Default: 1 (default: 1)
--end_nucpos END_NUCPOS
1-based end nucleotide position in the reference
contig. The last window will start at or before this
position. If 0, then automatically set to last
position in the reference contig. (default: 0)
--insert Whether to keep insertions with respect to the
reference. (default: False)
--mask_stop_codon Whether to mask stop codons with NNN. Automatically
set to True when mode is DNDS (default: False)
--threads_per_window THREADS_PER_WINDOW
threads allotted per window. (default: 1)

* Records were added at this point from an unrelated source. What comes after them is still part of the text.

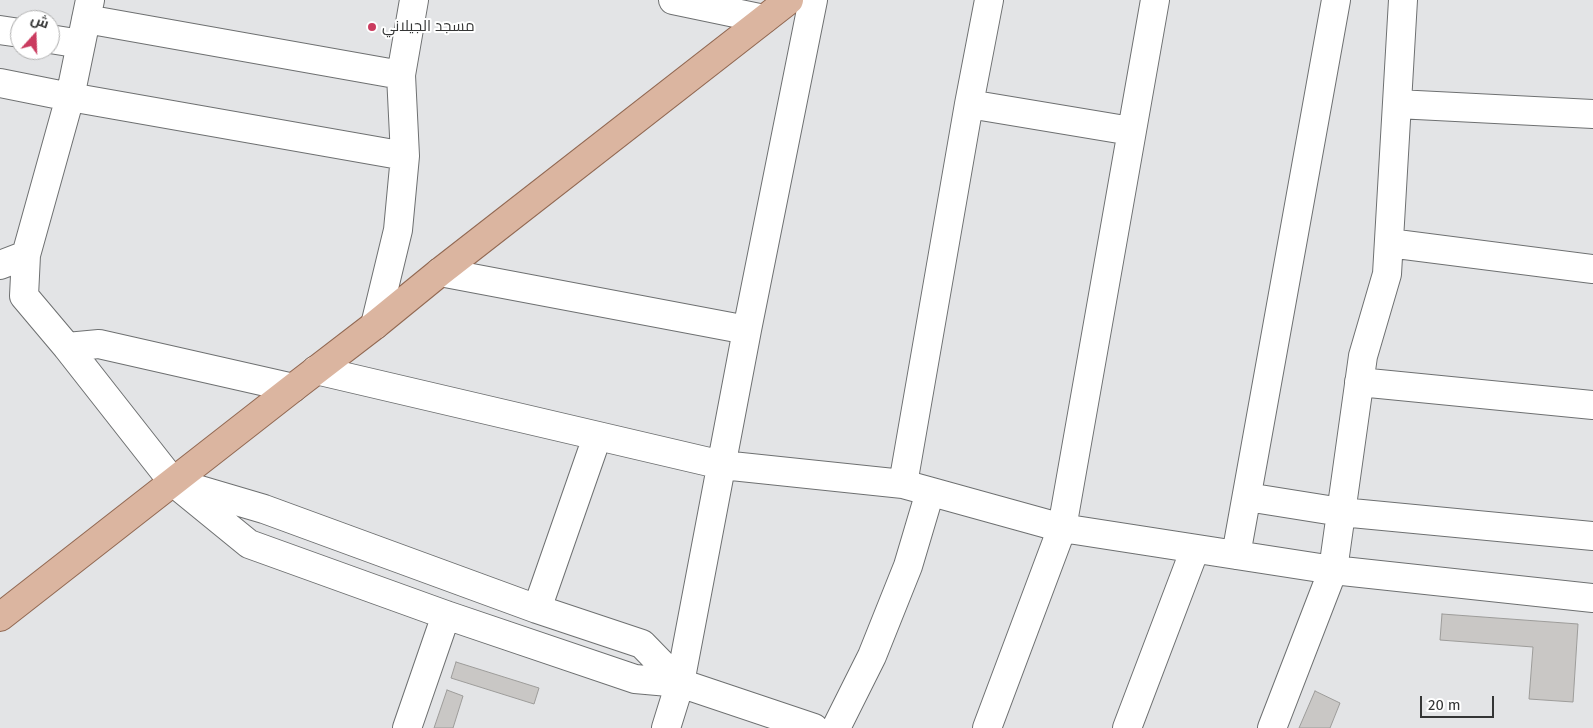 <!DOCTYPE html>
<html>
<head>
<meta charset="utf-8">
<style>
	body { margin:0 }
	#map { position:relative; width:1593px; height:728px; overflow:hidden; background:#e3e4e6; font-family:"Fira Sans",Cairo,sans-serif }
	canvas { display:block }
	.north { position:absolute; left:10px; top:10px; width:50px; height:50px; box-sizing:border-box; background:#fff; border:1px solid #aeaeae; border-radius:50%; rotate:20deg; font-size:14px; font-weight:700; line-height:20px; text-align:center; color:#343535 }
	.north::after { content:''; display:block; margin:auto; width:18px; height:22px; background:#ca3b5f; clip-path:polygon(50% 0,100% 100%,50% 72%,0 100%) }
	.scale { position:absolute; left:1420px; top:696px; width:74px; height:22px; box-sizing:border-box; border:2px solid #343535; border-top:0; padding-left:6px; font-size:15px; line-height:18px; white-space:nowrap; color:#343535; -webkit-text-stroke:4px #fff; paint-order:stroke }
</style>
</head>
<body>
<div id="map">
<canvas width="1593" height="728"></canvas>
<div class="north">ش</div>
<div class="scale">20 m</div>
</div>
<script>
const c = document.querySelector('canvas').getContext('2d');
c.lineJoin = 'round';
function fillPath(path, color) { c.fillStyle = color; c.fill(path, 'evenodd'); }
const toPath = rows => new Path2D(rows.map(r => 'M' + r).join(''));
function stroke(path, color, width, dash) { c.strokeStyle = color; c.lineWidth = width; c.lineCap = dash ? 'butt' : 'round'; c.setLineDash(dash || []); c.stroke(path); }
function label(font, color, halo, rows, align = 'center') {
  c.font = font + ' "Fira Sans",Cairo,sans-serif'; c.lineWidth = 4; c.setLineDash([]); c.textBaseline = 'middle'; c.strokeStyle = halo; c.fillStyle = color; for (const [text, x, y, turn = 0] of rows) {
    c.save(); c.translate(x, y); c.rotate((+turn || 0) * Math.PI / 180); c.textAlign = isNaN(turn) ? turn : align; if (halo) c.strokeText(text, 0, 0); c.fillText(text, 0, 0); c.restore();
  }
}
const building = toPath([
	[1442,614,1578,624,1573,702,1529,699,1533,647,1440,640,1442,614],
	[456,662,539,688,534,704,451,678,456,662],
	[447,690,463,696,453,728,434,728,447,690],
	[1315,691,1340,703,1330,728,1299,728,1315,691]
]);
const minor = toPath([
	[90,0,70,97,26,255,24,296,67,347,173,482,249,544,446,615,635,679,680,683,814,728],
	[673,0,764,19],
	[86,19,401,75],
	[0,30,20,33],
	[50,39,81,44],
	[0,83,70,97,405,156],
	[969,104,1131,131],
	[1397,104,1593,114],
	[1389,243,1593,269],
	[0,265,26,255],
	[440,272,747,330],
	[375,325,398,230,405,156,401,75,414,0],
	[67,347,99,344,293,388],
	[316,370,722,465,903,484,1062,528,1333,570,1593,598],
	[1359,382,1593,405],
	[903,484,969,104,989,0],
	[186,486,264,509,537,609,642,644,680,683],
	[1247,497,1341,512,1593,536],
	[1236,555,1336,0],
	[537,609,597,437],
	[407,728,446,615],
	[666,728,680,683,747,330,813,0],
	[836,728,872,656,908,566,930,492],
	[987,728,1062,528,1155,0],
	[1127,728,1195,549],
	[1272,728,1333,570,1363,356,1387,274,1403,0]
]);
const major = toPath([
	[0,617,293,388,375,325,440,272,789,0]
]);
const markers = [
	[372,27,5,"#ca3b5f"]
];
const poiNames = [
	["مسجد الجيلاني",382,27]
];
fillPath(building, '#c9c7c5');
stroke(building, '#9d9c9a', 1);
stroke(minor, '#6e7071', 30);
stroke(major, '#916852', 30);
stroke(minor, '#fff', 28);
stroke(major, '#dbb5a0', 28);
for (const [x, y, r, color] of markers) { const dot = new Path2D(); dot.arc(x, y, r, 0, 2 * Math.PI); c.fillStyle = color; c.fill(dot); stroke(dot, '#fff', 2); }
label('15px', '#343535', '#fff', poiNames, 'left');
</script>
</body>
</html>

--concurrent_windows CONCURRENT_WINDOWS
Max number of windows to process concurrently. Ignored
when --mpi is defined. (default: 1)
--output_csv_filename OUTPUT_CSV_FILENAME
In DNDS mode, the full filepath of final comma-
separated values file containing selection information
for each codon site in the reference from averaged
over overlapping windows. In GTR_RATE mode, the full
filepath of final comma-separated values file
containing window-specific general time reversible
nucleotide substitution rates. (default:
umberjack.out.csv)
--hyphy_exe HYPHY_EXE
full filepath of HYPHYMP executable. Default: taken
from PATH (default: HYPHYMP)
--hyphy_basedir HYPHY_BASEDIR
full filepath of HyPhy base directory containing
template batch files. (default:
/usr/local/lib/hyphy/TemplateBatchFiles/)
--fastree_exe FASTREE_EXE
full filepath of FastTreeMP or FastTree executable.
Default: taken from PATH (default: FastTree)
--mode {DNDS,GTR_RATE}
DNDS: Execute dN/dS analysis for positive
(diversifying selection in codon alignment. GTR_RATE:
Profile nucleotide substitution rate biases under
generalized non-reversible (6-parameter) model.
(default: DNDS)
--mpi Runs in MPI mode with multiple processes on multiple
nodes. If python module mpi4py is not installed, then
runs multiple processes on single node. (default:
False)
--debug Whether to keep all intermediate files, generate full
genome multiple sequence alignment, set debug
logging.Overrides the logging level configured in
logging.conf. (default: False)
You may configure logging via the config file in logging.conf.
This config file follows typical python config file syntax.
If you specify "--debug" in the Umberjack parameters, it will set logging to DEBUG level and override your logging.conf file.